Pienso en el baile por soleá como contra-texto de este rosario de oposiciones, como contra-danza del salto por alegrías, como sombra de esa fiesta en la que aparece acotada la danza como celebración: ¿se puede, bailando, celebrar la pérdida? ¿Se puede bailar para aceptar la realidad profunda de nuestra inexorable condición mortal? ¿Se puede bailar para despedirnos de aquéllos a quienes no tuvimos la fortuna o la capacidad de dedicarles unas últimas palabras? ¿Se puede bailar por falta de gozo?

Hay tiempo para todas las cosas pero no todas las cosas pueden ocuparnos todo el tiempo. Sin embargo, los bailarines, bailaores y demás seres movidos y con-movedores, nos hemos acostumbrado a hacer de todo una danza. Hasta de la inmovilidad.

Hemos aprendido que el baile no sólo es una manera de acurrucarnos en la felicidad sino el lugar donde se despliegan todas las capacidades expresivas de un cuerpo que es simultáneamente escultor y escultura, pintor y pintura, escritor y escrito.

Hemos explorado el movimiento hasta entender su poder sanador, tanto para aquéllos que lo ejecutan como para aquéllos en cuya mirada se refleja. Hemos aprendido que la danza es un campo de exploración donde cultivar una relación más íntima con nuestro propio cuerpo; donde entretejer vínculos de respeto, curiosidad y escucha hacia el cuerpo de los otros; donde navegar por un espacio tan vacuo y sin fronteras como nuestra propia realidad profunda; donde aprender a relatarnos en un tiempo que también es tempo, ritmo, regularidad y cambio.

Hemos entendido que la danza no era una cosa más entre otras cosas, sino algo que, de manera un tanto pomposa podríamos llamar «método de exploración existencial»: una manera de entrar en contacto con un cuerpo cuyos gestos tienen mucho que enseñarnos sobre lo que significa ser humano, sobre lo que significa  estar «aquí y ahora». 

Por eso no hay un tiempo para bailar equiparable al tiempo de la costura y al tiempo del desgarro: más bien, hay un baile para cada tiempo, hay una postura para cada situación y un gesto para cada etapa. Y ahora que no es tiempo de bailes, tenemos que empezar a crear juntos el baile de este tiempo, el baile de nuestro tiempo: los cuerpos (también los nuestros) necesitan aprender a vivirse a través de nuevos gestos y nuestra tarea, tal vez más que nunca, es convertir nuestros huesos, nuestra piel y nuestros músculos en el oráculo para una danza nueva.

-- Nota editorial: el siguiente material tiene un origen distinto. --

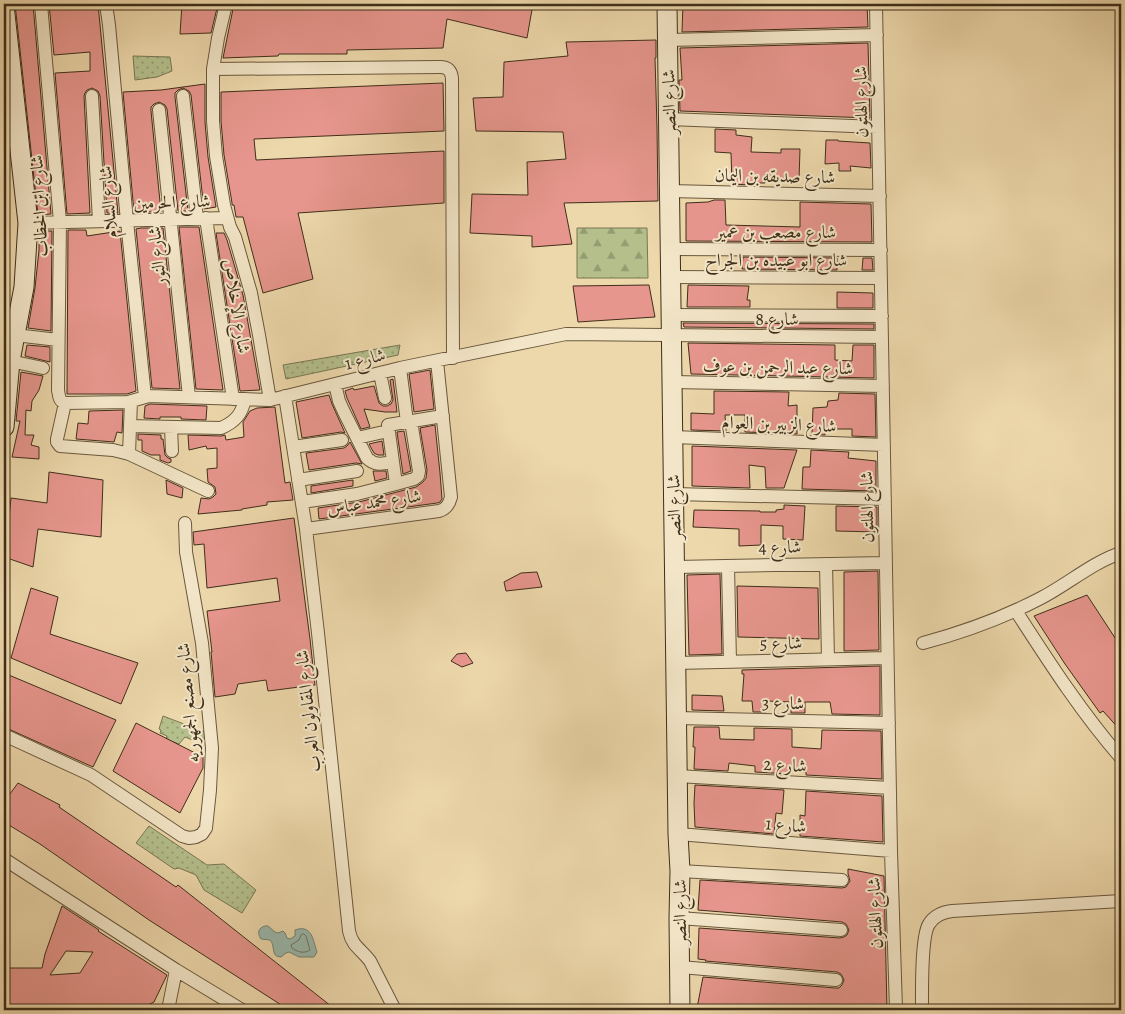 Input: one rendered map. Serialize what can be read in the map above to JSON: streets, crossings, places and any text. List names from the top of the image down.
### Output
{
  "streets": {
    "street": [
      "شارع النصر",
      "شارع الهلتون",
      "شارع صديقه بن اليمان",
      "شارع السلام",
      "شارع الحرمين",
      "شارع ابن الخطاب",
      "شارع مصعب بن عمير",
      "شارع النور",
      "شارع ابو عبيده بن الجراح",
      "شارع الإخلاص",
      "شارع 8",
      "شارع 1",
      "شارع عبد الرحمن بن عوف",
      "شارع الزبير بن العوام",
      "شارع محمد عباس",
      "شارع 4",
      "شارع 5",
      "شارع مصنع الجمهوريه",
      "شارع 3",
      "شارع المقاولون العرب",
      "شارع 2"
    ]
  },
  "crossings": [
    ["شارع النصر", "شارع صديقه بن اليمان"],
    ["شارع النصر", "شارع مصعب بن عمير"],
    ["شارع النصر", "شارع ابو عبيده بن الجراح"],
    ["شارع النصر", "شارع 8"],
    ["شارع النصر", "شارع 1"],
    ["شارع النصر", "شارع عبد الرحمن بن عوف"],
    ["شارع النصر", "شارع الزبير بن العوام"],
    ["شارع النصر", "شارع 4"],
    ["شارع النصر", "شارع 5"],
    ["شارع النصر", "شارع 3"],
    ["شارع النصر", "شارع 2"],
    ["شارع الهلتون", "شارع صديقه بن اليمان"],
    ["شارع الهلتون", "شارع مصعب بن عمير"],
    ["شارع الهلتون", "شارع ابو عبيده بن الجراح"],
    ["شارع الهلتون", "شارع 8"],
    ["شارع الهلتون", "شارع 1"],
    ["شارع الهلتون", "شارع عبد الرحمن بن عوف"],
    ["شارع الهلتون", "شارع الزبير بن العوام"],
    ["شارع الهلتون", "شارع 4"],
    ["شارع الهلتون", "شارع 5"],
    ["شارع الهلتون", "شارع 3"],
    ["شارع الهلتون", "شارع 2"],
    ["شارع السلام", "شارع الحرمين"],
    ["شارع السلام", "شارع 1"],
    ["شارع الحرمين", "شارع ابن الخطاب"],
    ["شارع الحرمين", "شارع النور"],
    ["شارع الحرمين", "شارع الإخلاص"],
    ["شارع ابن الخطاب", "شارع 1"],
    ["شارع النور", "شارع 1"],
    ["شارع الإخلاص", "شارع 1"],
    ["شارع 8", "شارع 1"],
    ["شارع 1", "شارع المقاولون العرب"],
    ["شارع محمد عباس", "شارع المقاولون العرب"]
  ]
}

Una danza que nos mantenga unidos no sólo para celebrar sino también para aprender a compartir nuestra tristeza, para aprender a consolarnos, a perdonarnos, a comprendernos, a darnos luz.

Una danza que no sólo se baile en ausencia de la muerte y de la enfermedad, sino que pueda ser interpretada en todos y cada uno de los capítulos de nuestra historia individual y colectiva: una danza para nacer y una danza para morir, una danza para plantar y una danza para recoger lo sembrado, una danza para curar, para construir, para llorar y para reír. Una danza para atravesar el duelo, para abrazarnos y para despedirnos, para buscar y para soltar, para guardar y para tirar. Una danza para callar y una danza para hablar. Una danza para amar. Una danza para la paz.

Un solo bailado por la Humanidad entera, al unísono pero con movimiento completamente distintos en cada cuerpo. Una danza coral de todos los seres sintientes del universo. Una danza-aleph que nos baile a todos, unidos y separados al mismo tiempo, contraídos y dispersos. Una danza que contenga los ritmos dispares de todos y cada uno de nosotros, en la que no sea posible salirse de compás, porque estén contenidos en ella todos los compases. Una danza donde avanzar y retroceder sean el mismo gesto, porque no se sabe quién estaría arriba y quién abajo en ese espacio infinito; quién delante y quién detrás; quién en el lugar del solista y quién en el del acompañante: porque en ese lugar sin límites saltar y caer serían sinónimos.

Una danza para la que todavía no tenemos nombre… pero que está esperando ser bailada.